## PROBLEM
Please copy every line below that contains the string "named".

## SOURCE DATA
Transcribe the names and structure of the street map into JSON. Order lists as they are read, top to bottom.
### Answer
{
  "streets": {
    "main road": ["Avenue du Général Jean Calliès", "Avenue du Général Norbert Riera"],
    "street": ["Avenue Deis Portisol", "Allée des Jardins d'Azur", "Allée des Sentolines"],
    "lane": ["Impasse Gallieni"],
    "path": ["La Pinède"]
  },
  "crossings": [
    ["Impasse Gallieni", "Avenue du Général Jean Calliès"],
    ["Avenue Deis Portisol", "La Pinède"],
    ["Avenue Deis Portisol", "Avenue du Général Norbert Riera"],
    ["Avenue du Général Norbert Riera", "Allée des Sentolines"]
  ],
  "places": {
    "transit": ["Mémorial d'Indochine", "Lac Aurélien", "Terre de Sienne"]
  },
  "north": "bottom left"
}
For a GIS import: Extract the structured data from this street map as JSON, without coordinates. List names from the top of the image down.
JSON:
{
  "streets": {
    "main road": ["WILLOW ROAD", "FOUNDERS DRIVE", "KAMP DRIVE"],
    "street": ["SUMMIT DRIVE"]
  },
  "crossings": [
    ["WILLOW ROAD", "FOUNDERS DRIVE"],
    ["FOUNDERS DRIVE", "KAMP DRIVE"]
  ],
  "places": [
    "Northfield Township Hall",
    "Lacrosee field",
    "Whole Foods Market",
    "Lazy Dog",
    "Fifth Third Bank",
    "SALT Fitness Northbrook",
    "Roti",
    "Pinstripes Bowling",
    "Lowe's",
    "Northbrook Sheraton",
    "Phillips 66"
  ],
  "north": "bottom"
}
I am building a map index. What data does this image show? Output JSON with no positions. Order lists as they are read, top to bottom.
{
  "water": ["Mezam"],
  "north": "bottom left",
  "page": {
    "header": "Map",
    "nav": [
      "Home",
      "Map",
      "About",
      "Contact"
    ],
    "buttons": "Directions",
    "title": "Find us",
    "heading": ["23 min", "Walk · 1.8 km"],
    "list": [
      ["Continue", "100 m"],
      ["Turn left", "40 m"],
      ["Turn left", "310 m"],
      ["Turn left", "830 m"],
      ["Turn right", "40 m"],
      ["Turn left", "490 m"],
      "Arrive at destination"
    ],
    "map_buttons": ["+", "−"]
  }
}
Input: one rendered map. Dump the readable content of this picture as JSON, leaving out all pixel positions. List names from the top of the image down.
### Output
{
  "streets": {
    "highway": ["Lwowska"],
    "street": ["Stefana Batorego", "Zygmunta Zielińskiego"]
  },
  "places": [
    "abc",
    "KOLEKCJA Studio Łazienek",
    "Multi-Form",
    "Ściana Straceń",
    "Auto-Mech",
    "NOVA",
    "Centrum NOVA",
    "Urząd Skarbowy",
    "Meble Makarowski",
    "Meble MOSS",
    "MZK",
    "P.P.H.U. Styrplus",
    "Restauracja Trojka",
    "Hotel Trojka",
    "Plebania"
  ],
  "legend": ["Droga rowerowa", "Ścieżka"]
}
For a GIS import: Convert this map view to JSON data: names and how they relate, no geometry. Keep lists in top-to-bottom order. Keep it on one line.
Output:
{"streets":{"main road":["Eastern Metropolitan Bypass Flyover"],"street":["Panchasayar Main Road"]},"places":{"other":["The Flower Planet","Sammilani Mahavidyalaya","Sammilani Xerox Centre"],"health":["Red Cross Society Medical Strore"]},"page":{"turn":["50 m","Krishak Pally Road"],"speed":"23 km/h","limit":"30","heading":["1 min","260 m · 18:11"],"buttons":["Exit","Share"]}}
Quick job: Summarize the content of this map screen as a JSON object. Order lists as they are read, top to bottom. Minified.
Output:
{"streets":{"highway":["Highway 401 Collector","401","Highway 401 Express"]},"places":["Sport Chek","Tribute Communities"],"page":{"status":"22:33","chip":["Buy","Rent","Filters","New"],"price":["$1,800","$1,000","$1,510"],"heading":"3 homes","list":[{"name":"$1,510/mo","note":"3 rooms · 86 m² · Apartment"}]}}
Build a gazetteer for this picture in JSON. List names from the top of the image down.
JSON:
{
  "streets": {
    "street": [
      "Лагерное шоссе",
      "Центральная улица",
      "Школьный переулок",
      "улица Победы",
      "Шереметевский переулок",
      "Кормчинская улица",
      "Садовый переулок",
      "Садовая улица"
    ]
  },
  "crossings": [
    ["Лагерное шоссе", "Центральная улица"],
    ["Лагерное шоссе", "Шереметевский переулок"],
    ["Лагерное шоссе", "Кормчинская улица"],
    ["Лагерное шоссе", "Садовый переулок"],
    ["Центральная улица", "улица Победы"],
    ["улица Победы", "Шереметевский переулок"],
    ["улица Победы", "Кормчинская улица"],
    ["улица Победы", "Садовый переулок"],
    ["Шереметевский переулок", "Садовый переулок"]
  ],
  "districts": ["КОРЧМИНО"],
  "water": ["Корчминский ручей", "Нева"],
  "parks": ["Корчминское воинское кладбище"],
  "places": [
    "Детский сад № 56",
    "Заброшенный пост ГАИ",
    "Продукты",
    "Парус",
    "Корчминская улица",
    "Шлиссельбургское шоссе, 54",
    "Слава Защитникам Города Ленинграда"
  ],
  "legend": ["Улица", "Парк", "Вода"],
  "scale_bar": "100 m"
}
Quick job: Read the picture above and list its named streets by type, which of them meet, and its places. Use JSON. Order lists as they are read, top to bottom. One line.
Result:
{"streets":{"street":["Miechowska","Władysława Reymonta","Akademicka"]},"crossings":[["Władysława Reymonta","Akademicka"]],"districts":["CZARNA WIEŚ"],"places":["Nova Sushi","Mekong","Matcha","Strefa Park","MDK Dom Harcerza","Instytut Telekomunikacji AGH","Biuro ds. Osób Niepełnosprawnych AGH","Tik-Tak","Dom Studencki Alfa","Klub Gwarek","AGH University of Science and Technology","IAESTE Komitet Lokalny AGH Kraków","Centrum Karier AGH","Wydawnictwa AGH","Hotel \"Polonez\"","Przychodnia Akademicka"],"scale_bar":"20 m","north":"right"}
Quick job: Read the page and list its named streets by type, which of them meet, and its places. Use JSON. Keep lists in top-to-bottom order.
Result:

## PROBLEM SOLUTION
Quick job: Read the picture above and list its named streets by type, which of them meet, and its places. Use JSON. Order lists as they are read, top to bottom. One line.
Quick job: Read the page and list its named streets by type, which of them meet, and its places. Use JSON. Keep lists in top-to-bottom order.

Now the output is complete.